▶ ASSIGNMENT: Where does the word "leaving" show up in the data? Please find each such line and copy it.
(DATA RECORDS Opens)
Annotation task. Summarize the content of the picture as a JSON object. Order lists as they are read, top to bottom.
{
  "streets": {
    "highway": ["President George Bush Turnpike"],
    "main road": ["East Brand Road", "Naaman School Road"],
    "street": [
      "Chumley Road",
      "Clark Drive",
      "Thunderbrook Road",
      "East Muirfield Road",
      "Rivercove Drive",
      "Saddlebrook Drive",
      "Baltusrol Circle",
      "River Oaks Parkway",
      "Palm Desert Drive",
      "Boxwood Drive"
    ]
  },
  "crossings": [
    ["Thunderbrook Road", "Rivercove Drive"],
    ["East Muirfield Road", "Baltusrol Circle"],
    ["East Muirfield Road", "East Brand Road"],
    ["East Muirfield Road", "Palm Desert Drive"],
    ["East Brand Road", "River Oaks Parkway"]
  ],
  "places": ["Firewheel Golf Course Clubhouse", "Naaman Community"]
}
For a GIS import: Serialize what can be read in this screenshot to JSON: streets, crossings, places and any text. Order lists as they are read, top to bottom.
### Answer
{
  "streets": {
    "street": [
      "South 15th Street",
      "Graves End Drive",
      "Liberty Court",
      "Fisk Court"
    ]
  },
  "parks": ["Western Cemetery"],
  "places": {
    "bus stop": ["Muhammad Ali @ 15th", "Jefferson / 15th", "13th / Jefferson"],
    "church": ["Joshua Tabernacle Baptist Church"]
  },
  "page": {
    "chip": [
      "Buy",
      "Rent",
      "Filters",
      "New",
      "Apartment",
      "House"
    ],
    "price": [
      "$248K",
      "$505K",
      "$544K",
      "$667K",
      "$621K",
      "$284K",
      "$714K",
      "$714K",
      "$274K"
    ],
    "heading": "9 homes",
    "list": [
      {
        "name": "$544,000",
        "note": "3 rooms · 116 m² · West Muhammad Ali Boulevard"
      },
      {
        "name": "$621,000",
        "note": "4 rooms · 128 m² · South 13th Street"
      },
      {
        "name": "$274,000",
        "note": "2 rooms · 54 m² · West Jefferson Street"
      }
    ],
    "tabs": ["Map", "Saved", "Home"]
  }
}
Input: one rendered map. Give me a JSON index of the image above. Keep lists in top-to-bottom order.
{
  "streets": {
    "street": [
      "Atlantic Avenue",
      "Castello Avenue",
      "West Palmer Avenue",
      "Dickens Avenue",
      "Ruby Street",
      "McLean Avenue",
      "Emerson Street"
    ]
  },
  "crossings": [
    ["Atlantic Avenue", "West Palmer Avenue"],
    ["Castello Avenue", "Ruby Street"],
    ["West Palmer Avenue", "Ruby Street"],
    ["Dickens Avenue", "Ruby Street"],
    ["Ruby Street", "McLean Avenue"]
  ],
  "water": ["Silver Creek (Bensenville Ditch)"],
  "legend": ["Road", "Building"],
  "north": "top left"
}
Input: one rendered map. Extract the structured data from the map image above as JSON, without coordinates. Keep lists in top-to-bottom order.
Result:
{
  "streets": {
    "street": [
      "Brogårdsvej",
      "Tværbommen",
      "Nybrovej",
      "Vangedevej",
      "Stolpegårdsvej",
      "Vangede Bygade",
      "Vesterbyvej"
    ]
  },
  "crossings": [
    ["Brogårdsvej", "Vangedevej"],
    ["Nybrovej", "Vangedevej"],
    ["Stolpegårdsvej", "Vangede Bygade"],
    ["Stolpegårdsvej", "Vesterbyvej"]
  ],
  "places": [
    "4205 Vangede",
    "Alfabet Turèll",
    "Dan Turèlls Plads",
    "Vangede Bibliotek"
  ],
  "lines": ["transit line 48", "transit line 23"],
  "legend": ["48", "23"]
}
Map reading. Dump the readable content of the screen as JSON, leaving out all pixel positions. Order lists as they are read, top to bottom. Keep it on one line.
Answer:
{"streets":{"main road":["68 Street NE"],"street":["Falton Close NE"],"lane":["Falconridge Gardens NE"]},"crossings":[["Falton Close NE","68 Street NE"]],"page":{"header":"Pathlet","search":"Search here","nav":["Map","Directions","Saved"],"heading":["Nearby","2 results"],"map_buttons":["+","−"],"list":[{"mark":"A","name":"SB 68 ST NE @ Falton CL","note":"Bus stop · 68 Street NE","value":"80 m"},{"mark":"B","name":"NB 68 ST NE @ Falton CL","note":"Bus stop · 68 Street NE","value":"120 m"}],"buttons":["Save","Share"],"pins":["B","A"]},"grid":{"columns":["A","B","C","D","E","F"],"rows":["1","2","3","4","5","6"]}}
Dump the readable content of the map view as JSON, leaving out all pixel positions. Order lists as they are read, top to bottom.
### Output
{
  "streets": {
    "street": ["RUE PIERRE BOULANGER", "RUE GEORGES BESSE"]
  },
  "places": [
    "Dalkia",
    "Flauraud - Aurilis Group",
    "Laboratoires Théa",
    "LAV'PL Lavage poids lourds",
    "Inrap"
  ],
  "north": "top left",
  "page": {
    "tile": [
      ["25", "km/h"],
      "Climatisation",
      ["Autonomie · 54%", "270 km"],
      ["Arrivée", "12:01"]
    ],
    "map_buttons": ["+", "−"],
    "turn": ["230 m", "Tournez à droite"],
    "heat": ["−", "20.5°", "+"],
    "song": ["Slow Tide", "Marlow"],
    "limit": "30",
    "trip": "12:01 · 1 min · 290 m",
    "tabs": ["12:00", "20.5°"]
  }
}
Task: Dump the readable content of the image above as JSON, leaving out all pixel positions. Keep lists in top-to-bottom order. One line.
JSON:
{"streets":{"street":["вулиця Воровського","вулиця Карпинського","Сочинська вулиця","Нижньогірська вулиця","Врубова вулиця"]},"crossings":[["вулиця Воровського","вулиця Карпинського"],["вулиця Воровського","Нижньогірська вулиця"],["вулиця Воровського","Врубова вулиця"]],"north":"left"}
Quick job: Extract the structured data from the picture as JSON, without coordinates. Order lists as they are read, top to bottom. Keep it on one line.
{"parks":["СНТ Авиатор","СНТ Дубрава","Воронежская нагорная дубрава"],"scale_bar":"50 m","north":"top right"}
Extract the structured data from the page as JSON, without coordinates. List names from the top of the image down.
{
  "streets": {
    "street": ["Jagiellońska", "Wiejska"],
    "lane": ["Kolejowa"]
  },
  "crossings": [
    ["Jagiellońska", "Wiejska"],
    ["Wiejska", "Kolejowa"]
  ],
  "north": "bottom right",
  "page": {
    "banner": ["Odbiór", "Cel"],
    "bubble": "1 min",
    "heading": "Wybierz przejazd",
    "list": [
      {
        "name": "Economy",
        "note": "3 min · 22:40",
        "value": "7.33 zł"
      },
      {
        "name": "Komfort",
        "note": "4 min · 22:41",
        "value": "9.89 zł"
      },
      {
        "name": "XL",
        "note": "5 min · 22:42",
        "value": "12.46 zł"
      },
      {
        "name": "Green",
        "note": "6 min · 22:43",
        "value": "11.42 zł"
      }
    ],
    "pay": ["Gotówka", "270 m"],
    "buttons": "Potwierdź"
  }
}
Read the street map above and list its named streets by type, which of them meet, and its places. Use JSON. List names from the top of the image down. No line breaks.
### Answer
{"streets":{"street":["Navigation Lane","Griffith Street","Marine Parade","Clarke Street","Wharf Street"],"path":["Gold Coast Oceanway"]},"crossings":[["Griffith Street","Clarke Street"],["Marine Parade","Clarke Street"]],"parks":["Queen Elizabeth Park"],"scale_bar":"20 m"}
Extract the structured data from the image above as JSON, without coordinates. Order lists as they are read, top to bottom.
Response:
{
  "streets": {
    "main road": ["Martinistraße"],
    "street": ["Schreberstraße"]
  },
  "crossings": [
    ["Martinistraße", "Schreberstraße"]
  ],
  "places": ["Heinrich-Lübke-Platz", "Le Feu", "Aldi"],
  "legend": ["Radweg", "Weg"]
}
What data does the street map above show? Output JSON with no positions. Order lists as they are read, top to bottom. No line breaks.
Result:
(DATA RECORDS Closes)
▶ RESULT OF THIS EXERCISE:
Map reading. Dump the readable content of the screen as JSON, leaving out all pixel positions. Order lists as they are read, top to bottom. Keep it on one line.
Dump the readable content of the map view as JSON, leaving out all pixel positions. Order lists as they are read, top to bottom.
Task: Dump the readable content of the image above as JSON, leaving out all pixel positions. Keep lists in top-to-bottom order. One line.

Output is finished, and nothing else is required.